Stephen Curry: Did you say that?
Kevin Durant: I don't remember. (laughs) I'm sure I thought about it.
It's fallen largely to Kerr, who had never coached before the Warriors, to foster the team's culture. He told us the bulk of his work is done outside of game time.
Steve Kerr: You know drawing up the plays is maybe 20 percent of it.
Jon Wertheim: What's 80 percent?
Steve Kerr: Oh man, 80 percent is being a psychologist.
Steve Kerr's strategy for dealing with the drama: something he calls the fun factor. He's put a premium on joy over this championship run. This is a coach who will cancel the occasional practice in favor of bonding time at the bowling alley.
Jon Wertheim: What's the fun factor this season?
Steve Kerr: The fun factor is --
Jon Wertheim: It's like your campaign promise.
Steve Kerr: It is. It is.
Jon Wertheim: Have you met it?
Steve Kerr: Yes. But it's harder than ever. You do something with the same group of people over and over again. Maybe you get on each other's nerves a little more often.
If anyone understands the burdens that come with winning, with eight NBA titles to his name, it's Kerr. He has got a knack for looking after his backups as well as the starters.
Jon Wertheim: You relate to those guys at the end of the bench, not just the stars making the All-Star teams.
Steve Kerr: I don't really relate to the stars at all.
Steve Kerr: My favorite nights are when our starters play really well and our bench gets to play, like, a whole quarter, the whole fourth quarter.
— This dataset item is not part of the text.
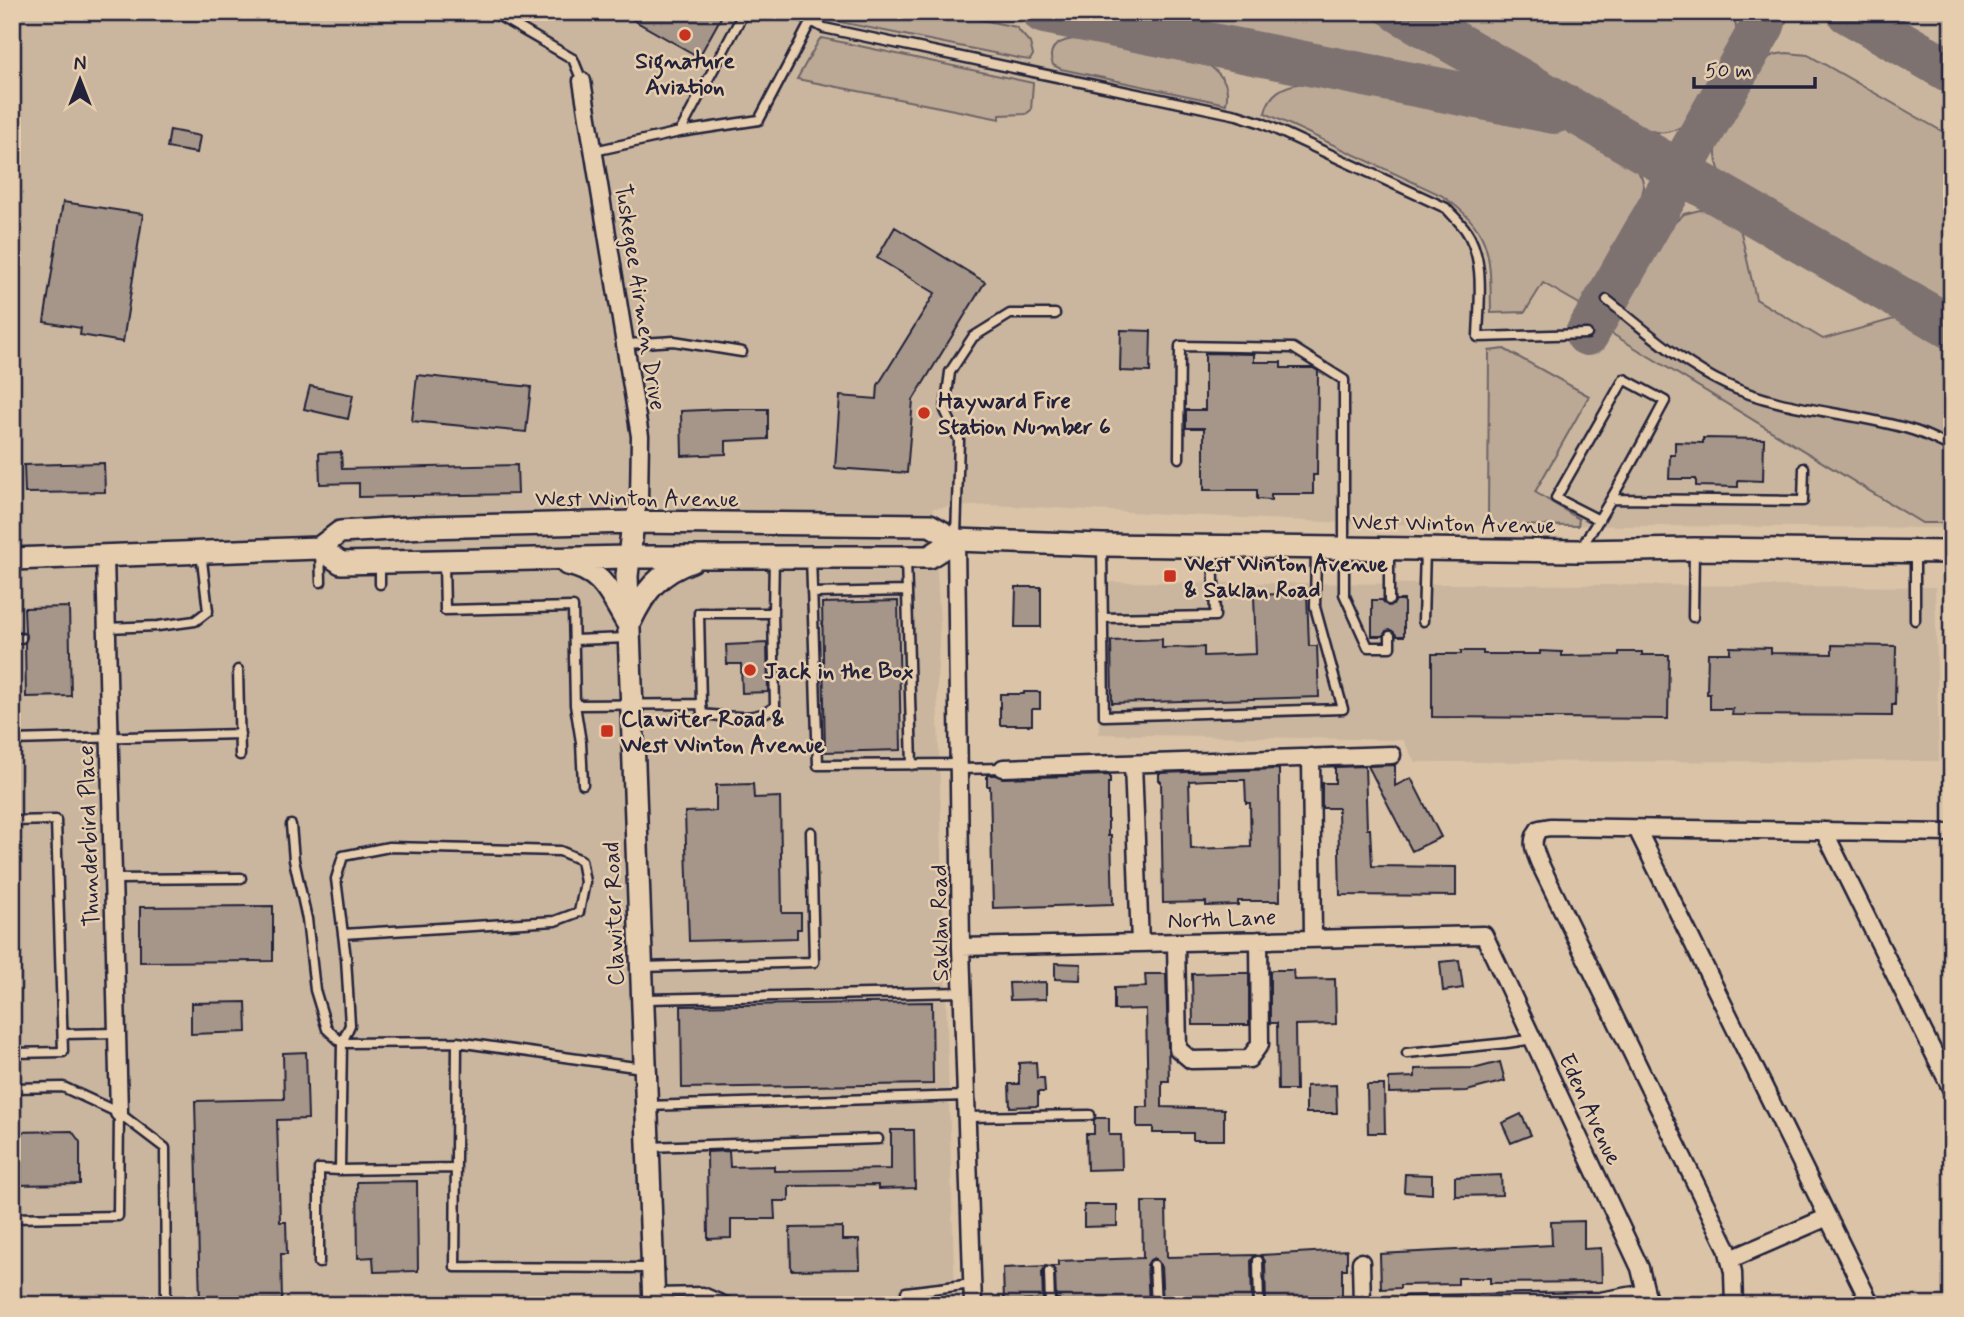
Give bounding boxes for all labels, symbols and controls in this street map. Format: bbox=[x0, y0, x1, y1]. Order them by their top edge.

And during that fourth quarter our starters are jumping for joy.
Jon Wertheim: That's the ultimate for you.
Steve Kerr: That's the ultimate.
And this top-to-bottom spirit seeps all the way into the team's laundry room. We made the rounds after a game one night with Eric Housen, director of team operations, who has been with the Warriors since the 1980s. Among his duties: keeping track of all those shoes.
Many championship teams give their employees rings. The Warriors didn't just give Housen a ring, they surprised him with one at center court during the ceremony.
Eric Housen: "Oh man" my heart sank. And I was like, "Really, you know, me?"
Jon Wertheim: What did that mean to you?
Eric Housen: The time and effort I put into it that they recognize that.
Jon Wertheim: You still get emotional talking about this, don't you?
Eric Housen: It was just an incredible feeling.
Next season, the Warriors will pack it all up and move across the Bay to downtown San Francisco. The new arena is ten miles but a world away from Oakland.
Team President Rick Welts gave us a tour of the model courtside suites, which come flush with a butler and private wine storage.
Jon Wertheim: What's the price point on this?
Rick Welts: If you have to ask you can't afford it.
Most fans can't afford it, at $2 million per suite each season. The Warriors may have sold out every game at Oracle but many of the faithful won't be able to follow their team to San Francisco.
Tyri Kayshawn: The Warriors mean so much to us.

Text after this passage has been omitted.